- Location: Bay Lake, Florida
- Coordinates: 28°24′58″N 81°34′04″W﻿ / ﻿28.41611°N 81.56778°W
- Type: Lake
- Basin countries: United States
- Managing agency: Central Florida Tourism Oversight District (Disney Experiences)
- Max. width: 1 mile (1,600 m)
- Max. depth: 35 feet (11 m)
- Islands: 2 (Discovery Island and Shipwreck Island)
- Settlements: Bay Lake, Florida (see also Bordering resorts and points of interest)

= Bay Lake (Florida lake) =

Lake in the state of Florida, United States

Bay Lake is a natural lake about 1 mile across and with a depth of 35 feet, located in Orange County, Florida, United States, in the north end of the Walt Disney World property, in the Disney-controlled city of Bay Lake, Florida, and immediately to the east of the Magic Kingdom.

It is roughly triangular in shape and is under the jurisdiction of the Central Florida Tourism Oversight District.
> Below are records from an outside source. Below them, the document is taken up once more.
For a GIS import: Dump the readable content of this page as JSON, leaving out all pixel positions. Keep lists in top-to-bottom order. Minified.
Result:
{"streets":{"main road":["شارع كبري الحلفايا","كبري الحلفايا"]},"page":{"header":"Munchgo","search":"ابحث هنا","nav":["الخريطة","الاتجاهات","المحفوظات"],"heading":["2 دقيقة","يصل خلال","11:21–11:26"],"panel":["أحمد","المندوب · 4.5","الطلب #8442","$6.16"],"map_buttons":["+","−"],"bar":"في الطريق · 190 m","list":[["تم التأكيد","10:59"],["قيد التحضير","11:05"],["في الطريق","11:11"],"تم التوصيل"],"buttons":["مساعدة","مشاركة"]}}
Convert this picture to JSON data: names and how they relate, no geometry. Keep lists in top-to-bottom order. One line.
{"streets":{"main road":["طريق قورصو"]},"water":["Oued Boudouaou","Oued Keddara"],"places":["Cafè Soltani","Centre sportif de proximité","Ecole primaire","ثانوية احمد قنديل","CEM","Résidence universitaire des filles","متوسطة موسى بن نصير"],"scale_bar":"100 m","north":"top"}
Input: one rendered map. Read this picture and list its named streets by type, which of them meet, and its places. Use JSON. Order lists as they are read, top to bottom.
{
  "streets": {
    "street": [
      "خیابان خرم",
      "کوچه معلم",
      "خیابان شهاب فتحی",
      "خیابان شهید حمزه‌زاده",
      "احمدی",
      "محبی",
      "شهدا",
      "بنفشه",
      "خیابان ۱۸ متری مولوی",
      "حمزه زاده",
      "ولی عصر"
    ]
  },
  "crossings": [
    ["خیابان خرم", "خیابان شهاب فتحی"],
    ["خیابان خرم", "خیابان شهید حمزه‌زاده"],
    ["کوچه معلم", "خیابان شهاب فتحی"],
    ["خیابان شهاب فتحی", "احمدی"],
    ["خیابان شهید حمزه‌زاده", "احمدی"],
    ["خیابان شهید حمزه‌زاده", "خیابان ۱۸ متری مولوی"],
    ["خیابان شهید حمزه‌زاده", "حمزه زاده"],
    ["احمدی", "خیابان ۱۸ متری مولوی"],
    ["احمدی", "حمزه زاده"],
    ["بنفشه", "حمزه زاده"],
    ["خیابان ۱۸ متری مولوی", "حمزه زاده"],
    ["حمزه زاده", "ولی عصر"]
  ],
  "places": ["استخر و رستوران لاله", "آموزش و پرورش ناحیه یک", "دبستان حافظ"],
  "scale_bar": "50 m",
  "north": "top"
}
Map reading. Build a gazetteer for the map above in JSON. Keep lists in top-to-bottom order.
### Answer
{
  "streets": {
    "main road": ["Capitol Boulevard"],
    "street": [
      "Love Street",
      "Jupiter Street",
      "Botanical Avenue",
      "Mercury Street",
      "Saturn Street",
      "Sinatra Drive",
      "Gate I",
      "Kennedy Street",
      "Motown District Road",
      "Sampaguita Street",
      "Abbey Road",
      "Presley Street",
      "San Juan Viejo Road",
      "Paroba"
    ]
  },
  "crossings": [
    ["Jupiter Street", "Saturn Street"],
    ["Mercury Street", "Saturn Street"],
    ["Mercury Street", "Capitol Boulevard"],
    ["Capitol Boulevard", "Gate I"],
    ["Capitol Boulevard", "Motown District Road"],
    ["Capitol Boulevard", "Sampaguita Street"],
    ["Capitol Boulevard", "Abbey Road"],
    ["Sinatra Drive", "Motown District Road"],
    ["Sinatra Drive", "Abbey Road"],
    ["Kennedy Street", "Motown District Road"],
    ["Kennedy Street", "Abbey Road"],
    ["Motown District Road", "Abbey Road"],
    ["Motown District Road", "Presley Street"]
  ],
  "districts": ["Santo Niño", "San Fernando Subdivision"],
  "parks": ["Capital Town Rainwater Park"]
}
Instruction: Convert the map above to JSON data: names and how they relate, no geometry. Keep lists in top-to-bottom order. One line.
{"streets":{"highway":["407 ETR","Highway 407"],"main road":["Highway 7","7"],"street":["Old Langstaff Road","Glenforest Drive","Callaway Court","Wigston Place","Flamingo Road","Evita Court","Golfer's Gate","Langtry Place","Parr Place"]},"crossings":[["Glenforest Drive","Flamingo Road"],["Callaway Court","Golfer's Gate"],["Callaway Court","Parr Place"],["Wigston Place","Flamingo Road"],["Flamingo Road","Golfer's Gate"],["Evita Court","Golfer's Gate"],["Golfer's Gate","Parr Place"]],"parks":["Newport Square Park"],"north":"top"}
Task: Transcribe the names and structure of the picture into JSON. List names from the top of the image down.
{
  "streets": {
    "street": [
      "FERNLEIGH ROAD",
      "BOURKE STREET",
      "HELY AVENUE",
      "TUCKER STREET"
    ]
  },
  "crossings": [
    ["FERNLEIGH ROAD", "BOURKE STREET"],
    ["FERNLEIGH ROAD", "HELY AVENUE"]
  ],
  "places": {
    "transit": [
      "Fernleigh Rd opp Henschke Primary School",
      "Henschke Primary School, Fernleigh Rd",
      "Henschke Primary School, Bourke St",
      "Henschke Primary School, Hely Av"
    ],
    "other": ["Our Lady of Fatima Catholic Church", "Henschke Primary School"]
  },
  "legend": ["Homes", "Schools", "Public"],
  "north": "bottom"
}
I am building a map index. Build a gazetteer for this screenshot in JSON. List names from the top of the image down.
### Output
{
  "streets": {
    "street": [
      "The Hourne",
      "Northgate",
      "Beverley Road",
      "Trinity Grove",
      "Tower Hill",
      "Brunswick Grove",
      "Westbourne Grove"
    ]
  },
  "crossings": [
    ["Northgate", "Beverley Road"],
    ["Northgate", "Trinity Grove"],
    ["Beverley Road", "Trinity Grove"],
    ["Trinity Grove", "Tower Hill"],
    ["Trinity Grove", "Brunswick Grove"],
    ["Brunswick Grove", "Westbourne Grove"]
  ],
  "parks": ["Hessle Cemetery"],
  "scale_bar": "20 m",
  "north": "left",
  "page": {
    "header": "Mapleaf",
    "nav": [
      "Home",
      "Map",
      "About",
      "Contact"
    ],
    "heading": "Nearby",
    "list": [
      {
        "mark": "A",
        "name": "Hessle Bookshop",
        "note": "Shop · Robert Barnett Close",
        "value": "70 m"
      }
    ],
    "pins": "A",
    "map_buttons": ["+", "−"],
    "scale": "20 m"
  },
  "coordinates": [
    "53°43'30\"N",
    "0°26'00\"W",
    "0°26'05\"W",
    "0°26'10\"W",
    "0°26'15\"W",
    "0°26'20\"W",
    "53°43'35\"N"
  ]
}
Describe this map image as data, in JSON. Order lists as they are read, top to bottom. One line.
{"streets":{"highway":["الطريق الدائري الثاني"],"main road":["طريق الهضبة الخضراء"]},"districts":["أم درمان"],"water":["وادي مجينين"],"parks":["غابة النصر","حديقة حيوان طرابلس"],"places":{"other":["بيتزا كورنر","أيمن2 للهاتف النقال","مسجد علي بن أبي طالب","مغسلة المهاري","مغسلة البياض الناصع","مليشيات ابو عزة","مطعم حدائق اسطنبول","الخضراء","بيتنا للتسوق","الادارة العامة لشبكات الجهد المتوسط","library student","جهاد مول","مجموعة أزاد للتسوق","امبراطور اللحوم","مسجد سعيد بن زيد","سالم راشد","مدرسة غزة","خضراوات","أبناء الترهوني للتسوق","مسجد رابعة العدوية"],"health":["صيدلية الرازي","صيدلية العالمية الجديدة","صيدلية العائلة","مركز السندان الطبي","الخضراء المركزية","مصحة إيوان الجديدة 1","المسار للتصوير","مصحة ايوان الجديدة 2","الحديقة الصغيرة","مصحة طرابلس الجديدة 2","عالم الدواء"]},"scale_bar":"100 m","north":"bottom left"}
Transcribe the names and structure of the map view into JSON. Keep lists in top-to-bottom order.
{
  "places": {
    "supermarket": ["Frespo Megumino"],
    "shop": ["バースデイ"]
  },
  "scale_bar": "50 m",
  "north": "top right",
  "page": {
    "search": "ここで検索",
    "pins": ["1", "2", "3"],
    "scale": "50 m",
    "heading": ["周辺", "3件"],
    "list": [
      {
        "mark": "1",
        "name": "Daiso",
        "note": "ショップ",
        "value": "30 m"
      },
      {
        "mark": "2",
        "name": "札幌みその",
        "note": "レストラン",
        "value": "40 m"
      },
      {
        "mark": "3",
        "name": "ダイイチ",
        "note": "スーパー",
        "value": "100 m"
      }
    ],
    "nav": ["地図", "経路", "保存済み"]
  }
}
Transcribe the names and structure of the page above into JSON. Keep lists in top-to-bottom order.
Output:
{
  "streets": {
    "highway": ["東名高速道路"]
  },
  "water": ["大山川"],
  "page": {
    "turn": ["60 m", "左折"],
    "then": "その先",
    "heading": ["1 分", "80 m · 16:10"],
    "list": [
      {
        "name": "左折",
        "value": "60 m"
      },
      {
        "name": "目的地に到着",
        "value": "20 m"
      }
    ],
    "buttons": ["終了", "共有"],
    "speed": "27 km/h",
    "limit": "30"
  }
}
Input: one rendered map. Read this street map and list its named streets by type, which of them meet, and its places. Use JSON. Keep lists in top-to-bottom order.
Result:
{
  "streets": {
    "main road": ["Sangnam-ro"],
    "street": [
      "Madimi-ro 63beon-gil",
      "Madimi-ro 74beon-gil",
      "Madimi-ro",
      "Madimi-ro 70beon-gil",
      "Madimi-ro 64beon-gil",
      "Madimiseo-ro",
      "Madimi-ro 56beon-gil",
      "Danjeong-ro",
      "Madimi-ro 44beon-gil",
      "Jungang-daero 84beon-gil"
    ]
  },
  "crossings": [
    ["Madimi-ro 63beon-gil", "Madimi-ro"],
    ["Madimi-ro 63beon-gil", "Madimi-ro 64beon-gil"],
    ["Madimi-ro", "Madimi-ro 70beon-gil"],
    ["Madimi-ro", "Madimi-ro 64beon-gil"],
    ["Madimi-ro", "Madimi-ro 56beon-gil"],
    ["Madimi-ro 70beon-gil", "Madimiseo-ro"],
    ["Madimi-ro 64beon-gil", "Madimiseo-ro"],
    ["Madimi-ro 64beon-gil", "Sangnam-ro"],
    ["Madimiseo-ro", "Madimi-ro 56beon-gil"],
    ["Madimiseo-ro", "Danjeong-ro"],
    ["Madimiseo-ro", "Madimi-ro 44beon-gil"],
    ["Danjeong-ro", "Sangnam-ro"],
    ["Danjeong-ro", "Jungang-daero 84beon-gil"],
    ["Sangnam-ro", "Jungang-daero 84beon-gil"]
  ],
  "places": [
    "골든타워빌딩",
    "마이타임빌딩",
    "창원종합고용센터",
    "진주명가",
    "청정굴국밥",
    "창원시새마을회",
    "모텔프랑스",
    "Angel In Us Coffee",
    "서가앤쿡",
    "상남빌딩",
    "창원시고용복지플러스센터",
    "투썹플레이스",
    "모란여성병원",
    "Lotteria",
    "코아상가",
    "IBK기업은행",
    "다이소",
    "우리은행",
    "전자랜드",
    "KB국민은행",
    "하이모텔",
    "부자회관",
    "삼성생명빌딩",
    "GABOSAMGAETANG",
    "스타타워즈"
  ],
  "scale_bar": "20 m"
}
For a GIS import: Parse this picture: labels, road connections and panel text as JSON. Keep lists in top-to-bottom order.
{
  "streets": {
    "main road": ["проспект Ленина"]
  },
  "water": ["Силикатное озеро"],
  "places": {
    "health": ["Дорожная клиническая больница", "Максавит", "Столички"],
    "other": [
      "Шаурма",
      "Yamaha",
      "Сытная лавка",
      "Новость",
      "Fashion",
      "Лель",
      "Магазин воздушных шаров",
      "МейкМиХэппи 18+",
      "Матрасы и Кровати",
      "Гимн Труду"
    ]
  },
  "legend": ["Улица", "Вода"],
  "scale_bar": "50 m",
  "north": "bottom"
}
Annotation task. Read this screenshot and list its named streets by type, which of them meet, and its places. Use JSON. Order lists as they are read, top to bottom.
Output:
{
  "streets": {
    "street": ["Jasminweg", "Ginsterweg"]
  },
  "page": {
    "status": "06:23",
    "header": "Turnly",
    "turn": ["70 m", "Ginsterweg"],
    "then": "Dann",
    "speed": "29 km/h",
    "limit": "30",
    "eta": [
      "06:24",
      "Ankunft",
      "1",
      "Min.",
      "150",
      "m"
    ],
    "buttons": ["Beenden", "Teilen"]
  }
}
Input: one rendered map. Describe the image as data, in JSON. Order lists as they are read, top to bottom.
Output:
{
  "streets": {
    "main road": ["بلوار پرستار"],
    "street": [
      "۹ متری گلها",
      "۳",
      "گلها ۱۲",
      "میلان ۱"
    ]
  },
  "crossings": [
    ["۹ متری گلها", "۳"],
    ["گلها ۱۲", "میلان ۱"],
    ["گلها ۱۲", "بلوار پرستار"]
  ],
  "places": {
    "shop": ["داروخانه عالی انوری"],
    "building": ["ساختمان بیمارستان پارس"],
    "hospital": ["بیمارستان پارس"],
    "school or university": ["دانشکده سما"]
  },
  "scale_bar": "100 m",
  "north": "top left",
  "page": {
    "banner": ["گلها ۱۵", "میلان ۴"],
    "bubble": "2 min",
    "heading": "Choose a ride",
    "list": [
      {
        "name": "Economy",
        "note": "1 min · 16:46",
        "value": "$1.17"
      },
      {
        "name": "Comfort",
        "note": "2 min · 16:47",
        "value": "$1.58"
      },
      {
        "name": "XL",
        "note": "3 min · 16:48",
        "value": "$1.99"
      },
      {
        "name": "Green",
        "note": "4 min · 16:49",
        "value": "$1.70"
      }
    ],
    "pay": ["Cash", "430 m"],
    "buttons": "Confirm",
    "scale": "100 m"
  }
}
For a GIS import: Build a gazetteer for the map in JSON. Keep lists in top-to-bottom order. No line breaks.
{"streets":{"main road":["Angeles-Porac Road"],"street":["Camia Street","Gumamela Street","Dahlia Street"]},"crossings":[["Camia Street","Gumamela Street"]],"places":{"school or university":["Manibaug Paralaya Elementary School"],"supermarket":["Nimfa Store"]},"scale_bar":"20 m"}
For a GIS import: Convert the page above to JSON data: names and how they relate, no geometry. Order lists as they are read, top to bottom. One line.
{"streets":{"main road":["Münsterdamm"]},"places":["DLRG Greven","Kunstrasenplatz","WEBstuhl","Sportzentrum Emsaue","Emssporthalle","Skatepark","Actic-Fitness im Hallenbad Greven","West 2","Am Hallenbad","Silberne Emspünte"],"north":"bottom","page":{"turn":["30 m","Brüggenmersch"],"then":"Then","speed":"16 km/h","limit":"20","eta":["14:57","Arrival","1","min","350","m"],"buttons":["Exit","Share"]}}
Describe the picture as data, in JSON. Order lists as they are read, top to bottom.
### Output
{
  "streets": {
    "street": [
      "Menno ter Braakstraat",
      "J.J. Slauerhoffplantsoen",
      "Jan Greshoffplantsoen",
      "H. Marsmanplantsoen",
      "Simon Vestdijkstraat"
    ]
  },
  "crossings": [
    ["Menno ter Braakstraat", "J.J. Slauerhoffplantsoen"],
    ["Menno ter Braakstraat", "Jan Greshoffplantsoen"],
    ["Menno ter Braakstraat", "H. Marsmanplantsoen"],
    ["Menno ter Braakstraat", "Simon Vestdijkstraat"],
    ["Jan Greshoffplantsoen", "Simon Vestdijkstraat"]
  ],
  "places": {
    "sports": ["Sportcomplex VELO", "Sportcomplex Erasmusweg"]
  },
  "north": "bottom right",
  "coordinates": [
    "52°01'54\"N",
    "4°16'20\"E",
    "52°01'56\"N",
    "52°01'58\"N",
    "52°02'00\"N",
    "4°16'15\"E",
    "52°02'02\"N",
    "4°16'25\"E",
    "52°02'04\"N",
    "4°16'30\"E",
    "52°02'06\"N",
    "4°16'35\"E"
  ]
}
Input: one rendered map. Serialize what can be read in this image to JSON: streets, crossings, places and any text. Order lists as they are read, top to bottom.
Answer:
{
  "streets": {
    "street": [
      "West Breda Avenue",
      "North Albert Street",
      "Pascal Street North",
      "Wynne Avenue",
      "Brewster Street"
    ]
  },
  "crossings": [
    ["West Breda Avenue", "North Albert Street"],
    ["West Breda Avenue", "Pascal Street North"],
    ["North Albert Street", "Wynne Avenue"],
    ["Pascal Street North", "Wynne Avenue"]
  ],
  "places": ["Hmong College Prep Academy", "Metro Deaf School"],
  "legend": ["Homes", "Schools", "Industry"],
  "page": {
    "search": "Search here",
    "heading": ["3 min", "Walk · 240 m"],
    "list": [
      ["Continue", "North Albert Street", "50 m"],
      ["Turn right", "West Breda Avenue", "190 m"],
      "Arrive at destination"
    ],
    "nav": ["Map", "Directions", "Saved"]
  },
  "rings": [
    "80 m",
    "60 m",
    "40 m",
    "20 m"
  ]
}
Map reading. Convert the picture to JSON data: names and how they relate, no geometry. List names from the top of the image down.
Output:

The lake connects with the Disney-made Seven Seas Lagoon via a water bridge on the west side.

== Bordering resorts and points of interest ==
Bay Lake is bordered by three resorts, Disney's Wilderness Lodge, Disney's Contemporary Resort, and Disney's Fort Wilderness Resort & Campground; along with Bay Lake Tower and Wilderness Lodge Villas, both owned by Disney Vacation Club. All three resorts have a marina which offers boat rentals to guests. Transportation boats run regularly between all the resorts as well.

On the southwest side of the lake, the remnants of Disney's River Country, Disney's first water park, could be found at one time. Currently construction is ongoing for a new Disney Vacation Club/hotel called Lakeshore Lodge. Lakeshore Lodge (replacing the concept hotel named Reflections), will be a 900 room hotel with significant water/pool features. In the far north corner of the lake is a dry dock service area where the transportation boats are stored at night. To the east of the dry dock there are several recreational boat docks which are used by the residents of the city of Bay Lake.

== Islands ==
There are two islands located in Bay Lake. The largest is Discovery Island located in the center of the lake and directly across from Disney's River Country. Discovery Island operated as a walk-through wildlife sanctuary from 1974 until 1999. It was closed due to its similarity in theme to the newly opened Disney's Animal Kingdom. The original dock, as well as some attractions, can still be seen on the shorelines.

As of 2023, Discovery Island's shorelines have been covered in wildlife and the only attraction still visible to the naked eye is the island's original dock and maintenance dock, both of which are located on the top side of the island from viewing by the Wilderness Lodge. They are both gated off.

The smaller of the two islands is named Shipwreck Island and is located between the Contemporary and Wilderness Lodge resorts, directly in front of the water bridge.

== Uses ==
Bay Lake is primarily used for recreational boating, offered at each of the three marinas connected to it, as well as the two additional marinas located on Seven Seas Lagoon. Fishing is not allowed in Bay Lake with the exception of fishing excursions which must be booked ahead of time. After dark fireworks cruises are offered on Bay Lake as well. The north section of the lake is reserved for watersports activities, which are operated by Sammy Duval Watersports at the Contemporary Resort. Several times a year triathlons are held, usually from the Fort Wilderness Campground. In addition, transportation boats run regular routes from each of the three resorts and several offer routes to the Magic Kingdom.